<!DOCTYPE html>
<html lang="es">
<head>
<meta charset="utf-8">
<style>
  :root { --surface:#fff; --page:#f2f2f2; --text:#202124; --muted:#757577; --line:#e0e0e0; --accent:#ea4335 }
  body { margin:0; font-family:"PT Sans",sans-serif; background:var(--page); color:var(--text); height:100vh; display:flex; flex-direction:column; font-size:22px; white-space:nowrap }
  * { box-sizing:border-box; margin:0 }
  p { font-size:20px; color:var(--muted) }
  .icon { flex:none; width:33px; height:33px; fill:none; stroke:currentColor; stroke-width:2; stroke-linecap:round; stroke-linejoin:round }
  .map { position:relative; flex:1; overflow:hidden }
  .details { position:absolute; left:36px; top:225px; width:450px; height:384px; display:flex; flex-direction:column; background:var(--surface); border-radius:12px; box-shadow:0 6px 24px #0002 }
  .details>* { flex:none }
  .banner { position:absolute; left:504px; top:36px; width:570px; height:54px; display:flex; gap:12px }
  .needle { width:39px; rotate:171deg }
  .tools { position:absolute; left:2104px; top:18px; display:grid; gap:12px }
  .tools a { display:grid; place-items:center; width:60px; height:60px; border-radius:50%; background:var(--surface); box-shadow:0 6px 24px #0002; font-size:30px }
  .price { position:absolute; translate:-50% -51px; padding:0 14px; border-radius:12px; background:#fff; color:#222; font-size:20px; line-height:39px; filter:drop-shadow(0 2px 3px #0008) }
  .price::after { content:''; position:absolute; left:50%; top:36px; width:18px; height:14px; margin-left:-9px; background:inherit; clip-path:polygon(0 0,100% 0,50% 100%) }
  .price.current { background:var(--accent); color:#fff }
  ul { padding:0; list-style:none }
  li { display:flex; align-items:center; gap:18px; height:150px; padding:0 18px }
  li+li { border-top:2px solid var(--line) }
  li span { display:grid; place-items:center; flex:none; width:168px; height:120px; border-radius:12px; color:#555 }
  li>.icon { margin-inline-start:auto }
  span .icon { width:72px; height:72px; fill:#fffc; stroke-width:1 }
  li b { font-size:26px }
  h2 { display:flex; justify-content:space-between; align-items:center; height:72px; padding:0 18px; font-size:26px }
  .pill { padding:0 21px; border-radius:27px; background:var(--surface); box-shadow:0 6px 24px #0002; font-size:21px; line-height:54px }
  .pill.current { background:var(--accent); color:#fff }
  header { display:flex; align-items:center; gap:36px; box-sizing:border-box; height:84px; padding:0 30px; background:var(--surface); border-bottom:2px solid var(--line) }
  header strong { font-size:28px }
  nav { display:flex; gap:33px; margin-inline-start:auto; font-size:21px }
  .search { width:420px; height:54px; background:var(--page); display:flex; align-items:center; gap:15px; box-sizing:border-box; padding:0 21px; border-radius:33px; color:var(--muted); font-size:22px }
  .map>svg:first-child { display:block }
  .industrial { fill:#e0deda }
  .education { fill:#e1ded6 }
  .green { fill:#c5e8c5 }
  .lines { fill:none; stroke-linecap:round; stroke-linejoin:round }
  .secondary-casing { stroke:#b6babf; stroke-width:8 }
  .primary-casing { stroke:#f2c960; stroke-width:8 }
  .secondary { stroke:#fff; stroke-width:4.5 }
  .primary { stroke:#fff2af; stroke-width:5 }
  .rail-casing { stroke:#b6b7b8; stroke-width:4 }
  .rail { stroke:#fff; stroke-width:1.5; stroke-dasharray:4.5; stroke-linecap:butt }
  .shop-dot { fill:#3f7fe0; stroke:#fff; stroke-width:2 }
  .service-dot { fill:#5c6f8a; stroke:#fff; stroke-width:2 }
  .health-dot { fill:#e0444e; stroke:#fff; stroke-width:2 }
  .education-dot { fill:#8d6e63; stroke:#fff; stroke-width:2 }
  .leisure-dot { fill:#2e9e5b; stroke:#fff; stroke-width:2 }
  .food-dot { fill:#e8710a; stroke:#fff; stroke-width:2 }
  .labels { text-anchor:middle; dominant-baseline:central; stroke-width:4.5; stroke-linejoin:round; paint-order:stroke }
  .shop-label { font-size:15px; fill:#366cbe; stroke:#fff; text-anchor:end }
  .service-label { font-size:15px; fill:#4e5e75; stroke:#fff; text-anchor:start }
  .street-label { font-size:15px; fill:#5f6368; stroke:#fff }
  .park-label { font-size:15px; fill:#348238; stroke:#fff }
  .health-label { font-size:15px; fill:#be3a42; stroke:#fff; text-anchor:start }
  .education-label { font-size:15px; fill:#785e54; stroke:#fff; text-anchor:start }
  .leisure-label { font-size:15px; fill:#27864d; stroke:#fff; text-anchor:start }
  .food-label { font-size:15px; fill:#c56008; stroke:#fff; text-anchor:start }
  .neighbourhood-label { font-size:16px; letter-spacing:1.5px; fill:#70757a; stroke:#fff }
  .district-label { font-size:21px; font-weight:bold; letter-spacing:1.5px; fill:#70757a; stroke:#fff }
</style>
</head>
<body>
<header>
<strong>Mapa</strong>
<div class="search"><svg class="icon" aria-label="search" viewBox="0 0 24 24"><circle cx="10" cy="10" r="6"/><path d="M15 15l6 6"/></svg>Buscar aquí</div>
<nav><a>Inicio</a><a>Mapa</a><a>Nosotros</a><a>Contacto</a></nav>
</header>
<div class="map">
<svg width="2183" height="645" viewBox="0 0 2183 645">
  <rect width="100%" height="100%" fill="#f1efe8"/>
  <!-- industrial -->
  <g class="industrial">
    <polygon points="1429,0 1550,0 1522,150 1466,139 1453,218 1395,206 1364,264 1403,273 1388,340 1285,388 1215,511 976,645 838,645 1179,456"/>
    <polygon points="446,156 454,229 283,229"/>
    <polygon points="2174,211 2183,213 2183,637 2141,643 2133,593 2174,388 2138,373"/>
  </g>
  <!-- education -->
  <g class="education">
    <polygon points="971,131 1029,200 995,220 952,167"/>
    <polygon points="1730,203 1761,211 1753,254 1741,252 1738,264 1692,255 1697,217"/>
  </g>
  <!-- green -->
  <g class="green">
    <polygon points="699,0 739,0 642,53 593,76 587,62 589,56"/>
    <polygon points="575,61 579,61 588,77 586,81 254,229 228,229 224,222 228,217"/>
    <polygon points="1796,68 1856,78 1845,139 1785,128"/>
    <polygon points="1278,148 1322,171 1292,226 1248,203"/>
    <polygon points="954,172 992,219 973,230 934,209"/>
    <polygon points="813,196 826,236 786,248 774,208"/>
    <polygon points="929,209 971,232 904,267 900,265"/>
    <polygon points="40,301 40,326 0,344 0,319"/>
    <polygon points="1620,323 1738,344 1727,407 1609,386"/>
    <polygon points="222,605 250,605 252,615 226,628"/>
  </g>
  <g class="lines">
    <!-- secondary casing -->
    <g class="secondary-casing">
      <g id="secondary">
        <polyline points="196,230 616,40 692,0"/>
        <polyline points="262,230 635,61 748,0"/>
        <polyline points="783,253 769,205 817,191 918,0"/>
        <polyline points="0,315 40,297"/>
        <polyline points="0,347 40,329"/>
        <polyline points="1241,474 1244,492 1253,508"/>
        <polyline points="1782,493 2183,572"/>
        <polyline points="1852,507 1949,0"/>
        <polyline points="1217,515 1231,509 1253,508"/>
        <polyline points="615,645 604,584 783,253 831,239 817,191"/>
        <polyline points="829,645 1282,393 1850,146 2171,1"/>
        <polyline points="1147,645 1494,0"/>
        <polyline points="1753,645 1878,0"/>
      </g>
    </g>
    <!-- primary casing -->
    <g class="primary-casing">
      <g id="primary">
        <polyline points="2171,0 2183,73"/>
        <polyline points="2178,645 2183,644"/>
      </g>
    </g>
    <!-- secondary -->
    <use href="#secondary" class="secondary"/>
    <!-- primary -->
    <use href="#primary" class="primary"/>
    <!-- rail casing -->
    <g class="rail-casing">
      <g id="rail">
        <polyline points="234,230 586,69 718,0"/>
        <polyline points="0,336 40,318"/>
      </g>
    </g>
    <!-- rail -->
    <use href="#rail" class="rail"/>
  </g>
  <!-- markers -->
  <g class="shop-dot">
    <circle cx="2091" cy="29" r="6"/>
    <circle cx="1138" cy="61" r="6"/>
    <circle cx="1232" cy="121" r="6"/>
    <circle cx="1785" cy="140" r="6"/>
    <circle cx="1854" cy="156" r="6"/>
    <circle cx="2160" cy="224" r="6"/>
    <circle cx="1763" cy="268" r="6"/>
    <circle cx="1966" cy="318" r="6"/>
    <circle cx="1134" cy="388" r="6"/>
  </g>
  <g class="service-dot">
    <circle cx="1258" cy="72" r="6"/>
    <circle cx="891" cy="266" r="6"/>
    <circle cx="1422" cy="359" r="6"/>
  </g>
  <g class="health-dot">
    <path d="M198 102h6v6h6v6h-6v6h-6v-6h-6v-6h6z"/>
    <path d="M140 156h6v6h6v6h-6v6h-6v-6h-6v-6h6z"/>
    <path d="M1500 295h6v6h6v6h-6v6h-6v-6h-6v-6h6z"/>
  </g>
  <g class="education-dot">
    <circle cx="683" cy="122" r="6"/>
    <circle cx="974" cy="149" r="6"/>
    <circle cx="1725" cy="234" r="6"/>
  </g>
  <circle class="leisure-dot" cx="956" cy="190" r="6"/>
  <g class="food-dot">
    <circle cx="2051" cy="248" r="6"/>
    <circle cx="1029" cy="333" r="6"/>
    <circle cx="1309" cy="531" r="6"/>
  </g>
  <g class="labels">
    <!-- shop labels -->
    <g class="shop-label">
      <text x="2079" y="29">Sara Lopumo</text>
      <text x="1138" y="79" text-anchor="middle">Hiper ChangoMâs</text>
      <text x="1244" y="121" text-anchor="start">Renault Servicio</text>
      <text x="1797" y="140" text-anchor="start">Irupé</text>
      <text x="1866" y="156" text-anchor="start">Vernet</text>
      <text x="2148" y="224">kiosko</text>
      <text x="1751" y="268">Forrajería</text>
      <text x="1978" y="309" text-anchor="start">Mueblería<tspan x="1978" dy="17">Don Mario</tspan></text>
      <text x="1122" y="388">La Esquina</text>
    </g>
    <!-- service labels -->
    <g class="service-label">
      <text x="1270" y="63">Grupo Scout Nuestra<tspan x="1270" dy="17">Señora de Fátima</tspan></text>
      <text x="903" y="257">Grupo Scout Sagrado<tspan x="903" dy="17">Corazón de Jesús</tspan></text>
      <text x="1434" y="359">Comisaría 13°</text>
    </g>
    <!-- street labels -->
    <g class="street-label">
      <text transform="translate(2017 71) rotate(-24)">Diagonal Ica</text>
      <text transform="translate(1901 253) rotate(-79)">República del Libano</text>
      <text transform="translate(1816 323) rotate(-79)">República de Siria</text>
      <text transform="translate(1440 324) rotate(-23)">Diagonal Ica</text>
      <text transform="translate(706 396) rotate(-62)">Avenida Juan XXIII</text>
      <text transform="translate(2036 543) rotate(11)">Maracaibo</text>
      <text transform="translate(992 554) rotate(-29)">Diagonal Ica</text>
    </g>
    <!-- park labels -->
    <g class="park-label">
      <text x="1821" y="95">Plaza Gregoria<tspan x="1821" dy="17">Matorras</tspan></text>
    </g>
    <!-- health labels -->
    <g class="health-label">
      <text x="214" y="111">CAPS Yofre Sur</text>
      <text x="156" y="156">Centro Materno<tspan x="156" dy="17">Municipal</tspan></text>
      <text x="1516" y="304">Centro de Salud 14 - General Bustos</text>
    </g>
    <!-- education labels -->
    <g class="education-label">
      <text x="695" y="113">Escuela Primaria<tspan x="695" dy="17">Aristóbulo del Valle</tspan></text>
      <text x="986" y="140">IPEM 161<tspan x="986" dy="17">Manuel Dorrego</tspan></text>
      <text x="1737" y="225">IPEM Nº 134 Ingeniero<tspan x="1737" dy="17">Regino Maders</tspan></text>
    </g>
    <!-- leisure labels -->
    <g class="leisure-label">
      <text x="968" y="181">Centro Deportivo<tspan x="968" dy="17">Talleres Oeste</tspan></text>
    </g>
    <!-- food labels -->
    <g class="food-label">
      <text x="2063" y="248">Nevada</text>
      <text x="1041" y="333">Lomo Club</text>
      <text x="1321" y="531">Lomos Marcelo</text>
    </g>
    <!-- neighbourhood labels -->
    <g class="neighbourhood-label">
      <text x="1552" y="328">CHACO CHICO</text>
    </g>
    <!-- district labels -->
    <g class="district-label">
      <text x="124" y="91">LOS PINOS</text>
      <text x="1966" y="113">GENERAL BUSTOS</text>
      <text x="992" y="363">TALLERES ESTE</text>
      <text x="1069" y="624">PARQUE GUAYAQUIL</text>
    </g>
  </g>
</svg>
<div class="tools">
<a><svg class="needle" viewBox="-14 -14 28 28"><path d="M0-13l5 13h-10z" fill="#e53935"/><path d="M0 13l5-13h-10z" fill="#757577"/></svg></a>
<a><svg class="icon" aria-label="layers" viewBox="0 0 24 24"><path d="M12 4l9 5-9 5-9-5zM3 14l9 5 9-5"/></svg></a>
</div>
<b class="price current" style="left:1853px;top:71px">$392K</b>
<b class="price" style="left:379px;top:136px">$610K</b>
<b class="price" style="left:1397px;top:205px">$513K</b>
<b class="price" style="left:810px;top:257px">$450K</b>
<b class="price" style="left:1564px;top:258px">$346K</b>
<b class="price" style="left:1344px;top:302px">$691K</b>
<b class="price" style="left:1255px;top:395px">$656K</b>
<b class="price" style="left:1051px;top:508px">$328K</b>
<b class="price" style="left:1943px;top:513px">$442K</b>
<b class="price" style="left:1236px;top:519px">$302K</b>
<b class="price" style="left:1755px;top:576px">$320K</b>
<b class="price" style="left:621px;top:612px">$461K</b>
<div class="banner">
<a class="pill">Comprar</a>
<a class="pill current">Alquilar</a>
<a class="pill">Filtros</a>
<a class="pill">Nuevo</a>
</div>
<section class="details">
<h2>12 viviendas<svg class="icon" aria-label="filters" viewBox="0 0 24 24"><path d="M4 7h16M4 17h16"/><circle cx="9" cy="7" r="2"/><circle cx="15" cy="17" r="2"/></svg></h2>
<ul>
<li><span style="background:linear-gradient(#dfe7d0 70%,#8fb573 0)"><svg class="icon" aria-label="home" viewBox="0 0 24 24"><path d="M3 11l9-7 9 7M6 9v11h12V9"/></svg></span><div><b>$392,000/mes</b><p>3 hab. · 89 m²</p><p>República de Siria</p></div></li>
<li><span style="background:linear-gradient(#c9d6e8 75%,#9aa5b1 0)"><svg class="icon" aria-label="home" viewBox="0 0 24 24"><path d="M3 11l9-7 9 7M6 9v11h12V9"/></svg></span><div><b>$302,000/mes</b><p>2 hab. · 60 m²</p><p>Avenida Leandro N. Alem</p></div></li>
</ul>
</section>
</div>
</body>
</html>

### [How to complete this task]
Given the records above, restate word for word only the lines starting at the one with "fill:none; stroke-linecap:round; stroke-linejoin:round" and ending at the one with "stroke:#fff; stroke-width:1.5; stroke-dasharray:4.5;".

### [Output below]
  .lines { fill:none; stroke-linecap:round; stroke-linejoin:round }
  .secondary-casing { stroke:#b6babf; stroke-width:8 }
  .primary-casing { stroke:#f2c960; stroke-width:8 }
  .secondary { stroke:#fff; stroke-width:4.5 }
  .primary { stroke:#fff2af; stroke-width:5 }
  .rail-casing { stroke:#b6b7b8; stroke-width:4 }
  .rail { stroke:#fff; stroke-width:1.5; stroke-dasharray:4.5; stroke-linecap:butt }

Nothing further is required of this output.